Context: the form asked about recommendations over the linted code

There are no universal good recommendations over the original code. Some recursive algorithms can be converted to constant-memory loops, but a lot of them actually require a stack to work. The reason why recursion is tightly controlled in Safety Critical systems is them running out of memory. This is why we cannot just recommend a loop with a stack: it would still potentially run out.

There is no "right" answer to how to change the original code:

  • Sometimes it must be changed to a loop,
  • Sometimes it must be memory-bound in some way, and then vetted to be correct,
  • And sometimes an entirely different solution is needed.

That's why this lint should issue no recommendations.

Drawbacks

I can think of two drawbacks of running this lint.

  • Possible performance issues related to the amount of unique call cycles. If this is found to be a problem, I'll add a setting to limit the cycle size to check. I don't expect it to be necessary if I do early-exiting properly, but it is a Plan B.
  • The UX problem of how to give good error messages of this lint to the user is not obvious. If done poorly, this lint could be very obtuse to read or feel clumsy to use. I want to iterate on this until the lint issues good error messages in all scenarios.

Example

fn i_call_myself_indirectly() {
  i_call_my_caller();
}

fn i_call_my_caller() {
  i_call_myself_indirectly();
}
@felix91gr felix91gr added the A-lint Area: New lints label Jun 9, 2025
@felix91gr
Copy link
Contributor Author

@rustbot claim

@felix91gr
Copy link
Contributor Author

Design work

Preamble

This lint reduces to finding loops in the function call graph. The Function Call Graph is a Directed Multigraph:

  1. The Nodes of this graph are function bodies.
  2. The Edges of this graph are function calls: if A calls B in a particular line of A, then that line becomes an edge of the form A -> B.
  3. It is a multigraph, which means that there can be more than one edge between two nodes. In this case, a function A could call another function B at more than one point in the body of A.
  4. It is a directed graph, which means that edges have a direction: edges are not of the form A - B but rather of the form A -> B or B -> A. In this case, if A calls B, it shows in the graph as an edge of the form A -> B.
  5. Recursive calls look like chains of edges where the same function's name is at the start and end. That's why this lint is tasked with finding loops in the graph.
    For example, a function that calls itself directly has a loop in the graph that looks like this: A -> A.
    A function that calls itself through other two functions has a loop in the graph that looks like this: A -> B -> C -> A.

UX and error messages

It might make the most sense to lint for the smallest call loops that we can find. The smallest loops should be easier to reason about, and this would allow us to do Early Exiting and avoid an explosive performance cost due to extremely long call loops.

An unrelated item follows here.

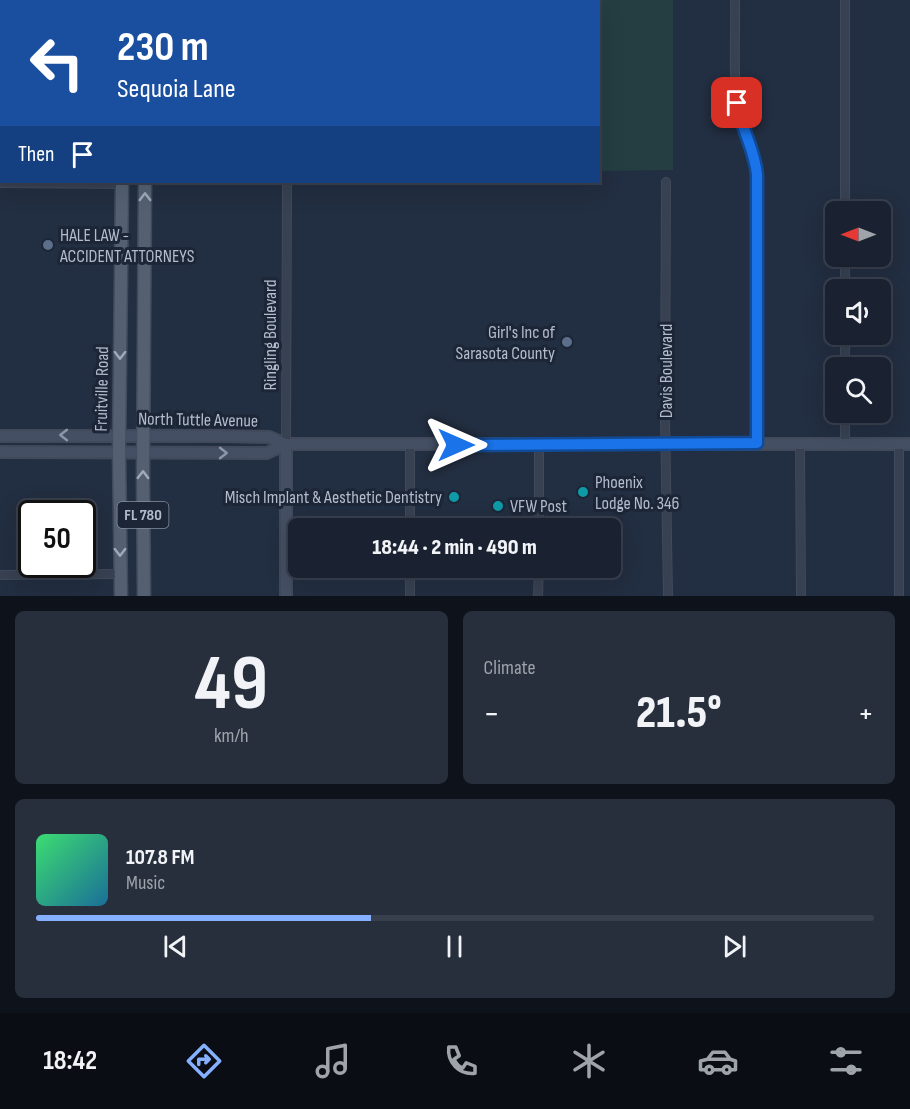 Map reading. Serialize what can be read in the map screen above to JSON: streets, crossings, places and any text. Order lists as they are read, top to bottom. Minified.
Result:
{"streets":{"main road":["Ringling Boulevard","Fruitville Road","North Tuttle Avenue","FL 780"],"street":["Davis Boulevard"]},"crossings":[["Ringling Boulevard","North Tuttle Avenue"],["Fruitville Road","North Tuttle Avenue"],["North Tuttle Avenue","FL 780"]],"places":["HALE LAW - ACCIDENT ATTORNEYS","Girl's Inc of Sarasota County","Phoenix Lodge No. 346","Misch Implant & Aesthetic Dentistry","VFW Post"],"north":"left","page":{"turn":["230 m","Sequoia Lane"],"then":"Then","limit":"50","trip":"18:44 · 2 min · 490 m","tile":[["49","km/h"],"Climate"],"heat":["−","21.5°","+"],"song":["107.8 FM","Music"],"tabs":"18:42"}}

The Direct Recursion lint has already been implemented. That lint handles all loops of size 1. Therefore, the UX work of this lint will be focused on loops of size 2 or higher.

The algorithm

In principle, I'd do an IDDFS (Iterative-Deepening Depth-First Search) over the function call graph. This is an algorithm for finding shortest paths in unweighted graphs, which uses very little memory (and thus hopefully should be faster than BFS, specially in very large programs). It also lets us keep the specific loop's details, which is something that many algorithms don't do. It also works seamlessly with multigraphs.

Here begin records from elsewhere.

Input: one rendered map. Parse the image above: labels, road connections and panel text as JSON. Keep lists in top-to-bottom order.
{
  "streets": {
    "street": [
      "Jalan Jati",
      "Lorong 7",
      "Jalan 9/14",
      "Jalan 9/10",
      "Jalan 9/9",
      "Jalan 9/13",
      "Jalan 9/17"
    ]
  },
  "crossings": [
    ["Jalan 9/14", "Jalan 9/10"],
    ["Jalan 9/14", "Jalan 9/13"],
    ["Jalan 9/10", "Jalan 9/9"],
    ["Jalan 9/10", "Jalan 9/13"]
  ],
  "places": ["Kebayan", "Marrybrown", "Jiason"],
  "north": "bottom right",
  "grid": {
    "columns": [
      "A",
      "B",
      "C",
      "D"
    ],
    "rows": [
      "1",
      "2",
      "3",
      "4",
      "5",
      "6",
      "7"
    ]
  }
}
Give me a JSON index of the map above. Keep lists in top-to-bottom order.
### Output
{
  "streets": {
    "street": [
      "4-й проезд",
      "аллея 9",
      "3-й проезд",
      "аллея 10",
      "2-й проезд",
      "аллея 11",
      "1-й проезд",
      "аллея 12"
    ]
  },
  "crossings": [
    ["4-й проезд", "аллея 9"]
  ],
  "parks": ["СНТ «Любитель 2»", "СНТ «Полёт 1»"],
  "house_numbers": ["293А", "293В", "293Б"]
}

The algorithm works as follows:

  1. We set a target loop depth (we start at 2, since the Direct Recursion lint takes care of depth 1).
  2. We perform DFS (depth-first-search) recursively from every function body in the graph. Every time we find a function call, we check if it's our starting function.
    If it is, we store this call chain and continue.
    If it's not and we're at the depth limit, we ignore it. If we're not at the depth limit, we increase our depth counter and start checking that function's body.
  3. When this limited-depth DFS returns, we check if we have stored any call chains.
    If we have, those are loops of length equal to the Depth Limit. We lint for those and exit.
    If we haven't, then that means the Depth Limit we had set is too small. We increase it by 1 and take Step 2 once again.

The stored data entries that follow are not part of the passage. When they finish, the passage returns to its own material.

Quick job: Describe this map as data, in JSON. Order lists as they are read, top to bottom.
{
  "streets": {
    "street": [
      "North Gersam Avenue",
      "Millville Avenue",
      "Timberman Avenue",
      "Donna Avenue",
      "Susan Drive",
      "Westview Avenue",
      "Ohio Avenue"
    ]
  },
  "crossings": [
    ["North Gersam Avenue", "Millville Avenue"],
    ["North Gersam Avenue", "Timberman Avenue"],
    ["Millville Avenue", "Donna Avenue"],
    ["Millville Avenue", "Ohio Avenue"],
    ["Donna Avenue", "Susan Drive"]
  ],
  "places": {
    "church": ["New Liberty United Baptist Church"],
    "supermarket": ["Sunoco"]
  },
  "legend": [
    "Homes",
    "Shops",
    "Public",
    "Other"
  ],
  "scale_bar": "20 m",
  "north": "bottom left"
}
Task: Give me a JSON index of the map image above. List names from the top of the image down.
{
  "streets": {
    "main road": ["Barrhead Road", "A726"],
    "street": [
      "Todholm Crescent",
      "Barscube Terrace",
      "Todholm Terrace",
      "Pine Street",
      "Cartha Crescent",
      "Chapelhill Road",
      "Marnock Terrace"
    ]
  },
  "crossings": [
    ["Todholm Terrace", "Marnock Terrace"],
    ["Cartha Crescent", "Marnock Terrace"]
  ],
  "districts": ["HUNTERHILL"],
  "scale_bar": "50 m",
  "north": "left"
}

Performance considerations

Final depth

Let's say the program has N functions. Then, the Function Call Graph will have N nodes.

Since loops of a larger length than N aren't going to be "elementary" (I can explain what this means in another comment), we can ignore them. If we have reached a Depth Limit of N and we still haven't found any call loops, we know the graph is loop-free, and therefore our program is recursion-free.

What if "Too Many Edges"?

Normal Graphs with N nodes have an edge limit of N^2. This is not the case for Multigraphs. Multigraphs can have an arbitrary number of edges between two nodes.

In case this is a problem, I have an idea of an optimization that can be done to know in advance how long the smallest loops will be (or if there will be any at all).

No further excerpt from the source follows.